## ASSIGNED TASK
The whole of the material needs to be repeated exactly, line for line.

=-=-=-=-=

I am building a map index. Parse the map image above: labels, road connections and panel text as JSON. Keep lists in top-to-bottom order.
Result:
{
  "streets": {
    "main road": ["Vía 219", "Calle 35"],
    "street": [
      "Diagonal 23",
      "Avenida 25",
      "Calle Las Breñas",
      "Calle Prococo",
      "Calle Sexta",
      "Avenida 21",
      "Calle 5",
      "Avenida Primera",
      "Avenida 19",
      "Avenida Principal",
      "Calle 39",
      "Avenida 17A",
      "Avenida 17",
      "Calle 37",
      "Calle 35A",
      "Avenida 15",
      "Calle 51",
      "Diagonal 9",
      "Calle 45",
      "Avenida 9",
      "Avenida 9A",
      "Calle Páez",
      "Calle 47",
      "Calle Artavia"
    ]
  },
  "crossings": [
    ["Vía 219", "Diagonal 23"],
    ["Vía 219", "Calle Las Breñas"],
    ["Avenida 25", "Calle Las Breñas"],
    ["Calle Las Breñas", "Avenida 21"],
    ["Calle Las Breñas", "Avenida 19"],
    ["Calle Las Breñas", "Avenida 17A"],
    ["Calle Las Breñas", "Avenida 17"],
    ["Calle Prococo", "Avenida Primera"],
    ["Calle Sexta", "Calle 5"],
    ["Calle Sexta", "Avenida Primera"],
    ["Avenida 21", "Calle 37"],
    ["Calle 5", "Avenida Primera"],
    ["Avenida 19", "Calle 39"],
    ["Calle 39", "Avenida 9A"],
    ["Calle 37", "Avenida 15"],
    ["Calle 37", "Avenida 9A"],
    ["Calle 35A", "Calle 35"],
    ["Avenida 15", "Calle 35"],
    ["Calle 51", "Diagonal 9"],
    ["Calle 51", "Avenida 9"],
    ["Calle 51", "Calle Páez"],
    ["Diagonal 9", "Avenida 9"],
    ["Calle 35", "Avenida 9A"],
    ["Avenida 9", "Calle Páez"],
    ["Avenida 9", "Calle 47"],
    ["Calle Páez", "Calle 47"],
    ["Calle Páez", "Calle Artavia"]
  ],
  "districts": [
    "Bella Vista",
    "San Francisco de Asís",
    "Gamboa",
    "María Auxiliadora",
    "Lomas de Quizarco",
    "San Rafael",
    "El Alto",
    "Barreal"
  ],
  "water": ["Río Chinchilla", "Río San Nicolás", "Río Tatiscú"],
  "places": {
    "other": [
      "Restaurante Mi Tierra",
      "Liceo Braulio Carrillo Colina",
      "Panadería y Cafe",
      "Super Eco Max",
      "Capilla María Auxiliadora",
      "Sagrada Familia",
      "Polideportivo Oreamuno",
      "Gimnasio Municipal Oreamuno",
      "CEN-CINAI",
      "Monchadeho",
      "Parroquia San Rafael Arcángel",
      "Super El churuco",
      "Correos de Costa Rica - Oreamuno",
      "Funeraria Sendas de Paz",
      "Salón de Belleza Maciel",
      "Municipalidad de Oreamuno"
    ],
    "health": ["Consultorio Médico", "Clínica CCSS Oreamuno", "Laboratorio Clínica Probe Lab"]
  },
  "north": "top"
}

=-=-=-=-=

## SOLUTION FOR THIS TASK
I am building a map index. Parse the map image above: labels, road connections and panel text as JSON. Keep lists in top-to-bottom order.
Result:
{
  "streets": {
    "main road": ["Vía 219", "Calle 35"],
    "street": [
      "Diagonal 23",
      "Avenida 25",
      "Calle Las Breñas",
      "Calle Prococo",
      "Calle Sexta",
      "Avenida 21",
      "Calle 5",
      "Avenida Primera",
      "Avenida 19",
      "Avenida Principal",
      "Calle 39",
      "Avenida 17A",
      "Avenida 17",
      "Calle 37",
      "Calle 35A",
      "Avenida 15",
      "Calle 51",
      "Diagonal 9",
      "Calle 45",
      "Avenida 9",
      "Avenida 9A",
      "Calle Páez",
      "Calle 47",
      "Calle Artavia"
    ]
  },
  "crossings": [
    ["Vía 219", "Diagonal 23"],
    ["Vía 219", "Calle Las Breñas"],
    ["Avenida 25", "Calle Las Breñas"],
    ["Calle Las Breñas", "Avenida 21"],
    ["Calle Las Breñas", "Avenida 19"],
    ["Calle Las Breñas", "Avenida 17A"],
    ["Calle Las Breñas", "Avenida 17"],
    ["Calle Prococo", "Avenida Primera"],
    ["Calle Sexta", "Calle 5"],
    ["Calle Sexta", "Avenida Primera"],
    ["Avenida 21", "Calle 37"],
    ["Calle 5", "Avenida Primera"],
    ["Avenida 19", "Calle 39"],
    ["Calle 39", "Avenida 9A"],
    ["Calle 37", "Avenida 15"],
    ["Calle 37", "Avenida 9A"],
    ["Calle 35A", "Calle 35"],
    ["Avenida 15", "Calle 35"],
    ["Calle 51", "Diagonal 9"],
    ["Calle 51", "Avenida 9"],
    ["Calle 51", "Calle Páez"],
    ["Diagonal 9", "Avenida 9"],
    ["Calle 35", "Avenida 9A"],
    ["Avenida 9", "Calle Páez"],
    ["Avenida 9", "Calle 47"],
    ["Calle Páez", "Calle 47"],
    ["Calle Páez", "Calle Artavia"]
  ],
  "districts": [
    "Bella Vista",
    "San Francisco de Asís",
    "Gamboa",
    "María Auxiliadora",
    "Lomas de Quizarco",
    "San Rafael",
    "El Alto",
    "Barreal"
  ],
  "water": ["Río Chinchilla", "Río San Nicolás", "Río Tatiscú"],
  "places": {
    "other": [
      "Restaurante Mi Tierra",
      "Liceo Braulio Carrillo Colina",
      "Panadería y Cafe",
      "Super Eco Max",
      "Capilla María Auxiliadora",
      "Sagrada Familia",
      "Polideportivo Oreamuno",
      "Gimnasio Municipal Oreamuno",
      "CEN-CINAI",
      "Monchadeho",
      "Parroquia San Rafael Arcángel",
      "Super El churuco",
      "Correos de Costa Rica - Oreamuno",
      "Funeraria Sendas de Paz",
      "Salón de Belleza Maciel",
      "Municipalidad de Oreamuno"
    ],
    "health": ["Consultorio Médico", "Clínica CCSS Oreamuno", "Laboratorio Clínica Probe Lab"]
  },
  "north": "top"
}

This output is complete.